### TASK INSTRUCTIONS:
In the entries below, the lines from the one with "1399px,987px 1399px,988px 1415px,969px" through the one with "1465px,1053px 1479px,1109px 1475px,1113px" are to be copied exactly; both ends count.

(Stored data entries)
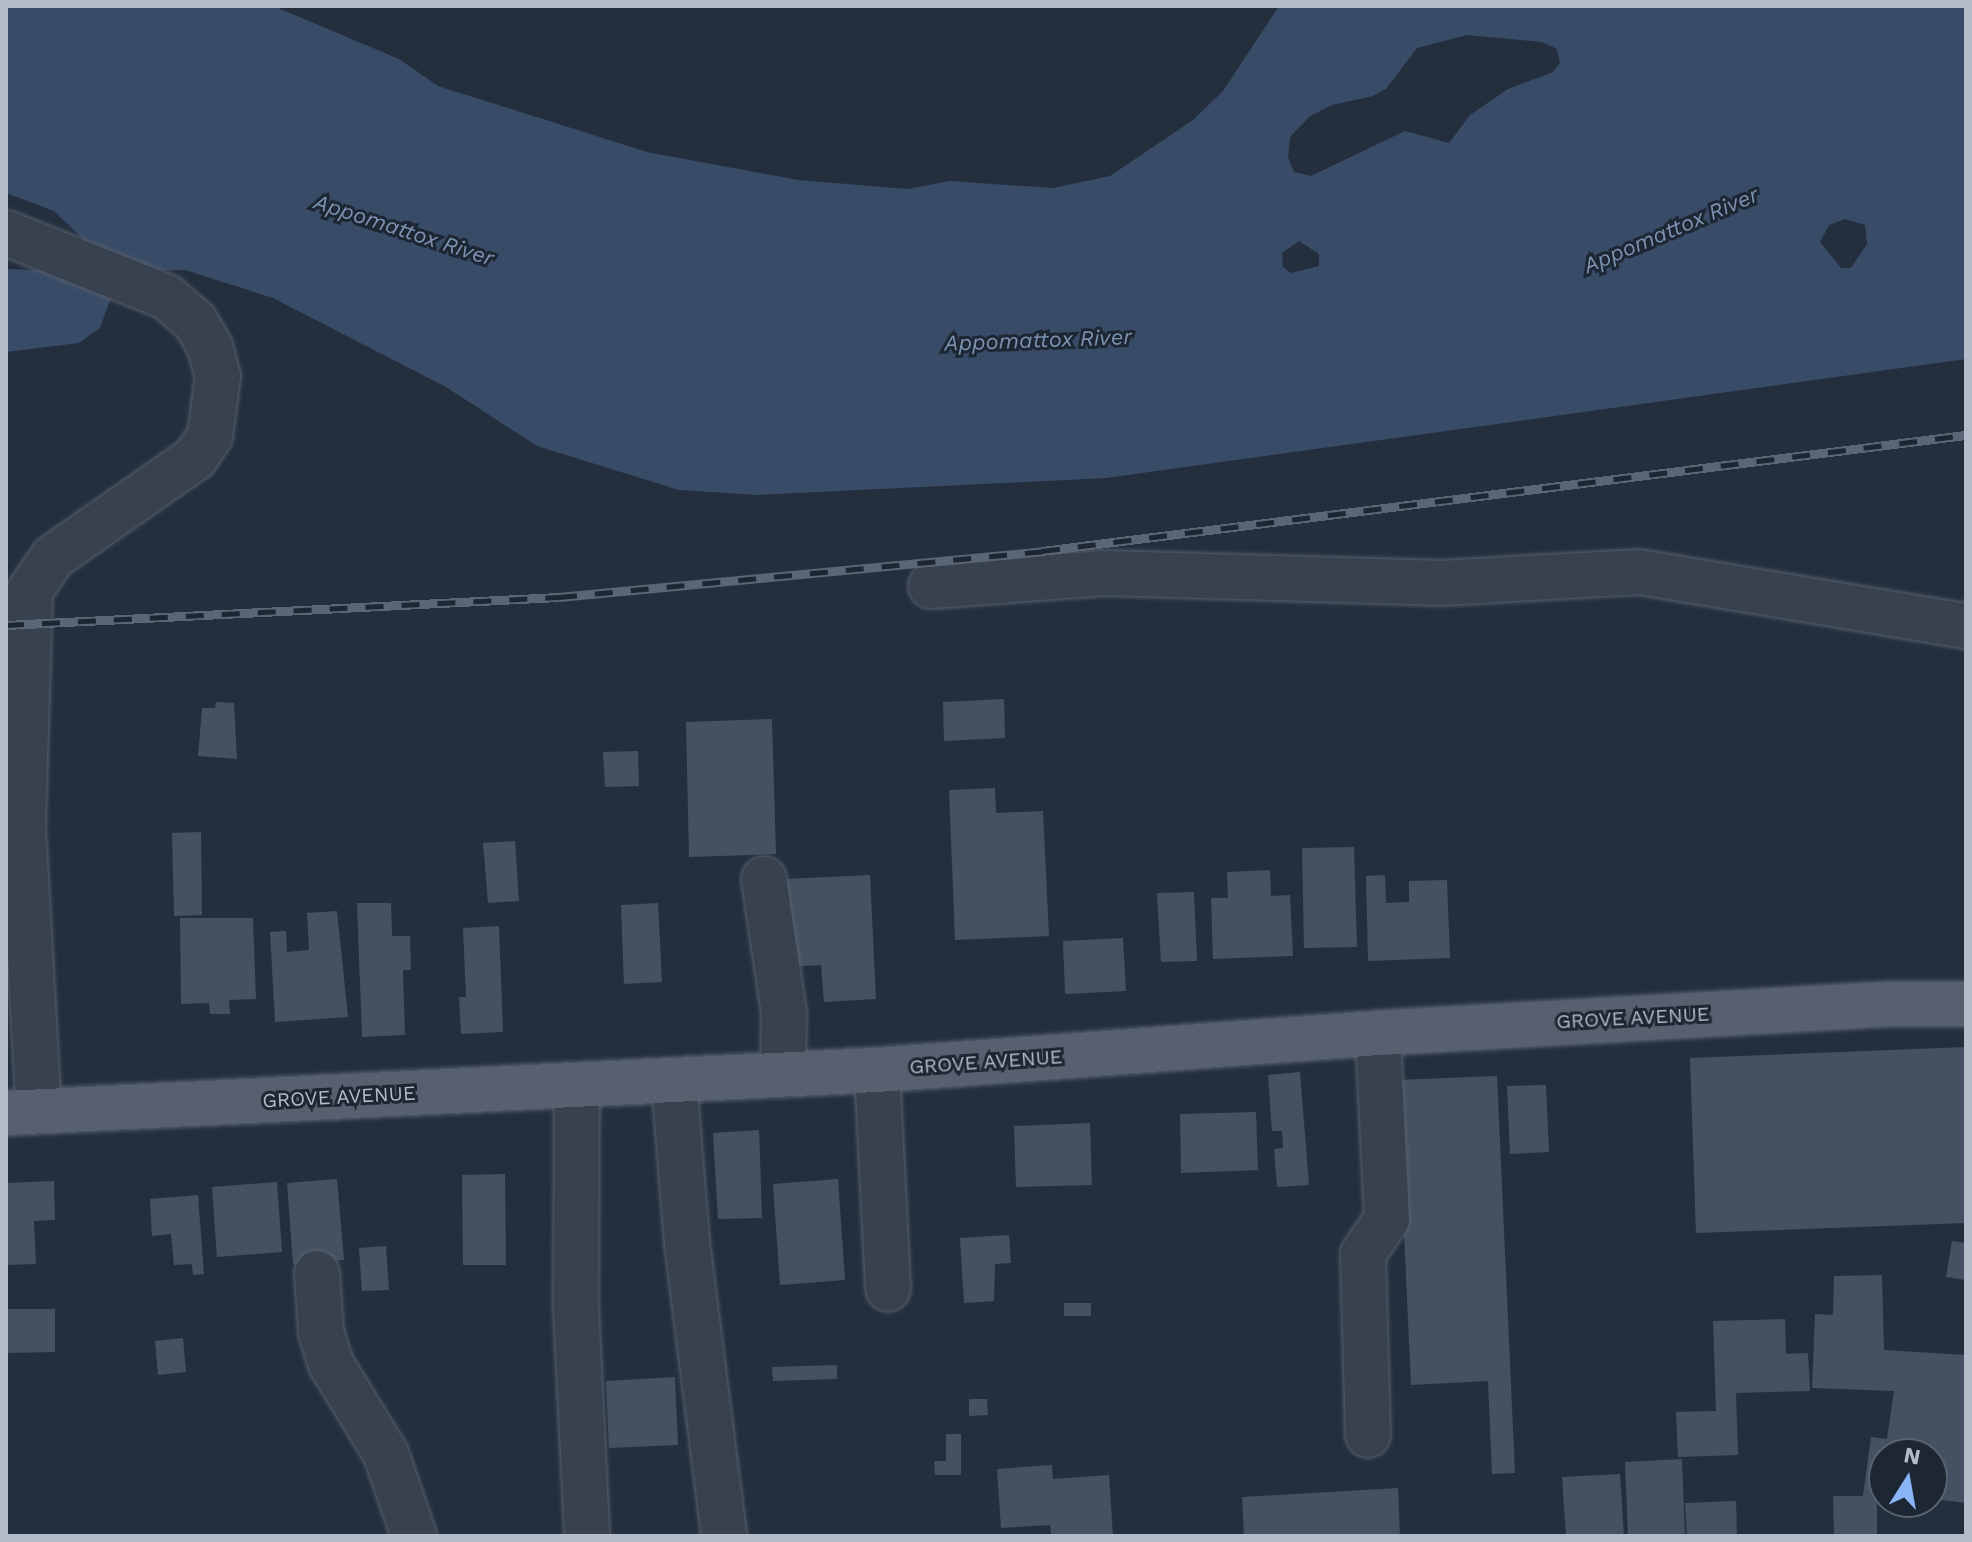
<!DOCTYPE html>
<html>
<head>
<meta charset="utf-8">
<style>
	body { margin:0 }
	#map { position:relative; width:1972px; height:1542px; overflow:hidden; background:#242f3e; font-family:"Work Sans",sans-serif }
	div>[style] { position:absolute }
	.water>* { inset:0; background:#394c67 }
	.building>* { inset:0; background:#455162 }
	.roads { filter:drop-shadow(0 0 2px #565f6c) drop-shadow(0 0 2px #565f6c) }
	.minor>* { height:44px; margin:-22px; padding:0 22px; transform-origin:22px; border-radius:22px; background:#38414e }
	.major>* { height:44px; margin:-22px; padding:0 22px; transform-origin:22px; border-radius:22px; background:#56606e }
	.rail>* { height:9px; margin-top:-4.5px; transform-origin:0; background:repeating-linear-gradient(90deg,#1d2633 0 18px,#5a6575 0 36px); box-sizing:border-box; border-block:2px solid #5a6575 }
	span { translate:-50% -50%; white-space:nowrap; text-align:center; line-height:1.15; -webkit-text-stroke:6px #1d2633; paint-order:stroke }
	.street-label { font-size:20px; color:#b4bcc9 }
	.water-label { font-size:22px; color:#7c92b1; font-style:italic }
	.frame { position:absolute; inset:0; border:8px solid #b4bcc9; pointer-events:none }
	.north { position:absolute; left:1868px; top:1438px; width:80px; height:80px; box-sizing:border-box; background:#1d2633; border:2px solid #59626f; border-radius:50%; rotate:11deg; font-size:22px; font-weight:700; line-height:32px; text-align:center; color:#b4bcc9 }
	.north::after { content:''; display:block; margin:auto; width:28px; height:36px; background:#8ab4f8; clip-path:polygon(50% 0,100% 100%,50% 72%,0 100%) }
</style>
</head>
<body>
<div id="map">
	<div class="water">
		<div style="clip-path:polygon(evenodd,6px 6px,273px 6px,399px 59px,438px 86px,647px 152px,798px 180px,908px 189px,949px 181px,1053px 188px,1110px 176px,1193px 120px,1223px 91px,1279px 6px,1966px 6px,1966px 359px,1106px 478px,759px 495px,679px 490px,537px 446px,446px 387px,273px 298px,185px 270px,130px 271px,110px 300px,100px 328px,79px 343px,6px 352px,6px 269px,75px 271px,87px 243px,54px 211px,6px 193px,6px 6px,1467px 35px,1542px 42px,1557px 49px,1560px 63px,1553px 72px,1508px 89px,1470px 115px,1449px 143px,1405px 131px,1311px 176px,1294px 172px,1288px 157px,1290px 137px,1310px 116px,1332px 105px,1373px 96px,1386px 89px,1417px 48px,1467px 35px,6px 6px,1845px 219px,1865px 225px,1867px 244px,1851px 268px,1841px 268px,1820px 242px,1829px 225px,1845px 219px,6px 6px,1299px 241px,1319px 254px,1319px 266px,1291px 273px,1283px 267px,1282px 253px,1299px 241px)"></div>
	</div>
	<div class="building">
		<div style="clip-path:polygon(1004px 699px,1005px 738px,944px 741px,943px 702px)"></div>
		<div style="clip-path:polygon(216px 702px,234px 703px,237px 759px,198px 756px,202px 708px,215px 708px)"></div>
		<div style="clip-path:polygon(772px 719px,776px 854px,689px 857px,686px 722px)"></div>
		<div style="clip-path:polygon(638px 751px,639px 786px,605px 787px,603px 752px)"></div>
		<div style="clip-path:polygon(995px 788px,996px 813px,1043px 811px,1049px 936px,955px 940px,949px 790px)"></div>
		<div style="clip-path:polygon(201px 832px,202px 915px,174px 916px,172px 833px)"></div>
		<div style="clip-path:polygon(515px 841px,519px 901px,488px 903px,483px 843px)"></div>
		<div style="clip-path:polygon(1354px 847px,1357px 947px,1304px 948px,1302px 848px)"></div>
		<div style="clip-path:polygon(1270px 870px,1271px 896px,1290px 895px,1293px 956px,1213px 959px,1211px 898px,1228px 898px,1227px 872px)"></div>
		<div style="clip-path:polygon(870px 875px,876px 999px,824px 1002px,821px 965px,788px 967px,784px 879px)"></div>
		<div style="clip-path:polygon(1385px 875px,1386px 903px,1409px 902px,1409px 881px,1447px 880px,1450px 958px,1368px 961px,1366px 876px)"></div>
		<div style="clip-path:polygon(1194px 892px,1197px 961px,1161px 962px,1157px 893px)"></div>
		<div style="clip-path:polygon(357px 903px,391px 903px,392px 936px,410px 936px,411px 970px,403px 970px,405px 1035px,362px 1037px)"></div>
		<div style="clip-path:polygon(658px 903px,662px 982px,624px 984px,621px 905px)"></div>
		<div style="clip-path:polygon(337px 911px,348px 1017px,275px 1022px,270px 932px,286px 931px,287px 952px,309px 950px,307px 913px)"></div>
		<div style="clip-path:polygon(180px 918px,253px 918px,256px 999px,229px 1000px,230px 1014px,210px 1014px,209px 1003px,181px 1004px)"></div>
		<div style="clip-path:polygon(499px 926px,503px 1032px,461px 1034px,459px 997px,466px 997px,463px 928px)"></div>
		<div style="clip-path:polygon(1123px 938px,1126px 991px,1065px 994px,1063px 941px)"></div>
		<div style="clip-path:polygon(1966px 1047px,1966px 1223px,1696px 1233px,1690px 1058px)"></div>
		<div style="clip-path:polygon(1300px 1072px,1309px 1185px,1277px 1187px,1274px 1149px,1283px 1148px,1282px 1131px,1272px 1131px,1268px 1075px)"></div>
		<div style="clip-path:polygon(1497px 1076px,1515px 1473px,1492px 1474px,1488px 1381px,1411px 1385px,1397px 1080px)"></div>
		<div style="clip-path:polygon(1546px 1085px,1549px 1152px,1510px 1154px,1507px 1086px)"></div>
		<div style="clip-path:polygon(1256px 1112px,1258px 1170px,1181px 1173px,1180px 1114px)"></div>
		<div style="clip-path:polygon(1090px 1123px,1092px 1185px,1016px 1187px,1014px 1126px)"></div>
		<div style="clip-path:polygon(759px 1130px,762px 1218px,718px 1219px,713px 1133px)"></div>
		<div style="clip-path:polygon(505px 1174px,506px 1265px,463px 1265px,462px 1175px)"></div>
		<div style="clip-path:polygon(337px 1179px,344px 1260px,293px 1264px,287px 1183px)"></div>
		<div style="clip-path:polygon(838px 1179px,845px 1280px,780px 1285px,773px 1184px)"></div>
		<div style="clip-path:polygon(54px 1181px,55px 1220px,34px 1221px,36px 1264px,6px 1265px,6px 1183px)"></div>
		<div style="clip-path:polygon(277px 1182px,282px 1252px,217px 1257px,212px 1187px)"></div>
		<div style="clip-path:polygon(198px 1195px,204px 1274px,193px 1275px,192px 1264px,174px 1265px,171px 1234px,152px 1236px,150px 1199px)"></div>
		<div style="clip-path:polygon(1009px 1235px,1011px 1263px,995px 1264px,994px 1301px,964px 1303px,960px 1238px)"></div>
		<div style="clip-path:polygon(1952px 1241px,1966px 1243px,1966px 1280px,1946px 1277px)"></div>
		<div style="clip-path:polygon(386px 1246px,389px 1290px,362px 1291px,359px 1248px)"></div>
		<div style="clip-path:polygon(1882px 1275px,1884px 1350px,1966px 1355px,1966px 1503px,1932px 1499px,1932px 1454px,1884px 1454px,1884px 1501px,1877px 1500px,1877px 1536px,1834px 1536px,1833px 1496px,1863px 1496px,1871px 1437px,1887px 1439px,1894px 1391px,1812px 1388px,1815px 1314px,1833px 1315px,1834px 1276px)"></div>
		<div style="clip-path:polygon(1064px 1303px,1091px 1303px,1091px 1316px,1064px 1316px)"></div>
		<div style="clip-path:polygon(6px 1309px,55px 1309px,55px 1352px,6px 1353px)"></div>
		<div style="clip-path:polygon(1785px 1319px,1786px 1354px,1808px 1353px,1810px 1391px,1736px 1393px,1738px 1455px,1678px 1457px,1676px 1412px,1716px 1411px,1713px 1321px)"></div>
		<div style="clip-path:polygon(183px 1338px,186px 1372px,158px 1375px,155px 1341px)"></div>
		<div style="clip-path:polygon(837px 1365px,837px 1379px,773px 1381px,772px 1367px)"></div>
		<div style="clip-path:polygon(675px 1377px,678px 1445px,609px 1448px,606px 1381px)"></div>
		<div style="clip-path:polygon(969px 1399px,987px 1399px,988px 1415px,969px 1416px)"></div>
		<div style="clip-path:polygon(946px 1434px,961px 1434px,961px 1475px,935px 1475px,934px 1461px,946px 1461px)"></div>
		<div style="clip-path:polygon(1682px 1459px,1685px 1536px,1628px 1536px,1625px 1462px)"></div>
		<div style="clip-path:polygon(1052px 1465px,1053px 1479px,1109px 1475px,1113px 1536px,1051px 1536px,1050px 1525px,1001px 1528px,997px 1469px)"></div>
		<div style="clip-path:polygon(1620px 1474px,1624px 1536px,1566px 1536px,1562px 1477px)"></div>
		<div style="clip-path:polygon(1398px 1488px,1400px 1536px,1244px 1536px,1242px 1497px)"></div>
		<div style="clip-path:polygon(1736px 1501px,1737px 1536px,1687px 1536px,1685px 1503px)"></div>
	</div>
	<div class="roads">
		<div class="minor">
			<div style="left:6px;top:233px;width:173px;rotate:21.7deg"></div>
			<div style="left:167px;top:297px;width:37px;rotate:41deg"></div>
			<div style="left:195px;top:321px;width:30px;rotate:60deg"></div>
			<div style="left:210px;top:347px;width:30px;rotate:75deg"></div>
			<div style="left:218px;top:376px;width:61px;rotate:97.6deg"></div>
			<div style="left:210px;top:436px;width:27px;rotate:124deg"></div>
			<div style="left:195px;top:458px;width:173px;rotate:145.1deg"></div>
			<div style="left:53px;top:557px;width:41px;rotate:124.1deg"></div>
			<div style="left:30px;top:591px;width:237px;rotate:91.7deg"></div>
			<div style="left:23px;top:828px;width:284px;rotate:86.8deg"></div>
			<div style="left:931px;top:586px;width:174px;rotate:-4.3deg"></div>
			<div style="left:1105px;top:573px;width:336px;rotate:1.7deg"></div>
			<div style="left:1441px;top:583px;width:198px;rotate:-3.2deg"></div>
			<div style="left:1639px;top:572px;width:331px;rotate:9.4deg"></div>
			<div style="left:764px;top:879px;width:135px;rotate:81.5deg"></div>
			<div style="left:784px;top:1013px;width:62px;rotate:90.9deg"></div>
			<div style="left:877px;top:1070px;width:219px;rotate:87.1deg"></div>
			<div style="left:674px;top:1081px;width:162px;rotate:85.4deg"></div>
			<div style="left:687px;top:1242px;width:295px;rotate:82.8deg"></div>
			<div style="left:577px;top:1086px;width:222px;rotate:90.3deg"></div>
			<div style="left:576px;top:1308px;width:228px;rotate:87.2deg"></div>
			<div style="left:317px;top:1273px;width:59px;rotate:86.1deg"></div>
			<div style="left:321px;top:1332px;width:34px;rotate:73deg"></div>
			<div style="left:331px;top:1364px;width:105px;rotate:58.6deg"></div>
			<div style="left:386px;top:1454px;width:87px;rotate:71.1deg"></div>
			<div style="left:1368px;top:1435px;width:181px;rotate:-91.6deg"></div>
			<div style="left:1363px;top:1254px;width:42px;rotate:-55.6deg"></div>
			<div style="left:1387px;top:1219px;width:186px;rotate:-92.8deg"></div>
		</div>
		<div class="major">
			<div style="left:6px;top:1113px;width:872px;rotate:-2.83deg"></div>
			<div style="left:877px;top:1070px;width:502px;rotate:-4.22deg"></div>
			<div style="left:1378px;top:1033px;width:514px;rotate:-3.24deg"></div>
			<div style="left:1891px;top:1004px;width:75px"></div>
		</div>
	</div>
	<div class="rail">
		<div style="left:6px;top:625px;width:554px;rotate:-2.9deg"></div>
		<div style="left:559px;top:597px;width:485px;rotate:-5.4deg"></div>
		<div style="left:1042px;top:551px;width:931px;rotate:-7.16deg"></div>
	</div>
	<div class="street-label">
		<span style="left:1633px;top:1018px;rotate:-3deg">GROVE AVENUE</span>
		<span style="left:986px;top:1062px;rotate:-4deg">GROVE AVENUE</span>
		<span style="left:339px;top:1097px;rotate:-3deg">GROVE AVENUE</span>
	</div>
	<div class="water-label">
		<span style="left:404px;top:230px;rotate:18deg">Appomattox River</span>
		<span style="left:1671px;top:230px;rotate:-23deg">Appomattox River</span>
		<span style="left:1038px;top:340px;rotate:-2deg">Appomattox River</span>
	</div>
	<div class="frame"></div>
	<div class="north">N</div>
</div>
</body>
</html>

### SOLUTION TO THIS EXERCISE:
		<div style="clip-path:polygon(969px 1399px,987px 1399px,988px 1415px,969px 1416px)"></div>
		<div style="clip-path:polygon(946px 1434px,961px 1434px,961px 1475px,935px 1475px,934px 1461px,946px 1461px)"></div>
		<div style="clip-path:polygon(1682px 1459px,1685px 1536px,1628px 1536px,1625px 1462px)"></div>
		<div style="clip-path:polygon(1052px 1465px,1053px 1479px,1109px 1475px,1113px 1536px,1051px 1536px,1050px 1525px,1001px 1528px,997px 1469px)"></div>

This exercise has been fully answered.